- _Task instructions_:
Starting from the line containing "Annotation task. Read", write out the rest of the entries exactly, through the final line, including nothing else.

(Saved data entries)

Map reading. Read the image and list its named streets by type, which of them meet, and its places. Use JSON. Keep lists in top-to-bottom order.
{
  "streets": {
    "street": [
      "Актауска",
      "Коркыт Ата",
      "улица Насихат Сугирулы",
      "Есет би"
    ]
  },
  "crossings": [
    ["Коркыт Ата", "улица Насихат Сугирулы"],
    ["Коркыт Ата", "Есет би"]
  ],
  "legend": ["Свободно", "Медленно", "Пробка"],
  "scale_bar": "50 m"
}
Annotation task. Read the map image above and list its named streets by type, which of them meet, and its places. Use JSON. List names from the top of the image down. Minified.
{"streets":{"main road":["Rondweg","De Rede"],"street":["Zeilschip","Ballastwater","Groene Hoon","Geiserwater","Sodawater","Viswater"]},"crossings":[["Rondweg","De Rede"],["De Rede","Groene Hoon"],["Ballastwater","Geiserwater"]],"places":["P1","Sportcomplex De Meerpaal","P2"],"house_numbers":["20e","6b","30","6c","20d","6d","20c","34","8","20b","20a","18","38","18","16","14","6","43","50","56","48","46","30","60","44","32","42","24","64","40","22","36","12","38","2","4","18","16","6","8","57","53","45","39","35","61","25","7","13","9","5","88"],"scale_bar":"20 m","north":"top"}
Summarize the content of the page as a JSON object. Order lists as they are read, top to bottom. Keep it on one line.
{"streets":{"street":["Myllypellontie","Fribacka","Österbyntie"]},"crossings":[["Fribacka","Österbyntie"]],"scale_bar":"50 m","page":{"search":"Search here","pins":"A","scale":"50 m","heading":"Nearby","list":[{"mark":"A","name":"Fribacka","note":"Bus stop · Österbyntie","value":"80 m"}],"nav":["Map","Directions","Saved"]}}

- _Answer section_:
Annotation task. Read the map image above and list its named streets by type, which of them meet, and its places. Use JSON. List names from the top of the image down. Minified.
{"streets":{"main road":["Rondweg","De Rede"],"street":["Zeilschip","Ballastwater","Groene Hoon","Geiserwater","Sodawater","Viswater"]},"crossings":[["Rondweg","De Rede"],["De Rede","Groene Hoon"],["Ballastwater","Geiserwater"]],"places":["P1","Sportcomplex De Meerpaal","P2"],"house_numbers":["20e","6b","30","6c","20d","6d","20c","34","8","20b","20a","18","38","18","16","14","6","43","50","56","48","46","30","60","44","32","42","24","64","40","22","36","12","38","2","4","18","16","6","8","57","53","45","39","35","61","25","7","13","9","5","88"],"scale_bar":"20 m","north":"top"}
Summarize the content of the page as a JSON object. Order lists as they are read, top to bottom. Keep it on one line.
{"streets":{"street":["Myllypellontie","Fribacka","Österbyntie"]},"crossings":[["Fribacka","Österbyntie"]],"scale_bar":"50 m","page":{"search":"Search here","pins":"A","scale":"50 m","heading":"Nearby","list":[{"mark":"A","name":"Fribacka","note":"Bus stop · Österbyntie","value":"80 m"}],"nav":["Map","Directions","Saved"]}}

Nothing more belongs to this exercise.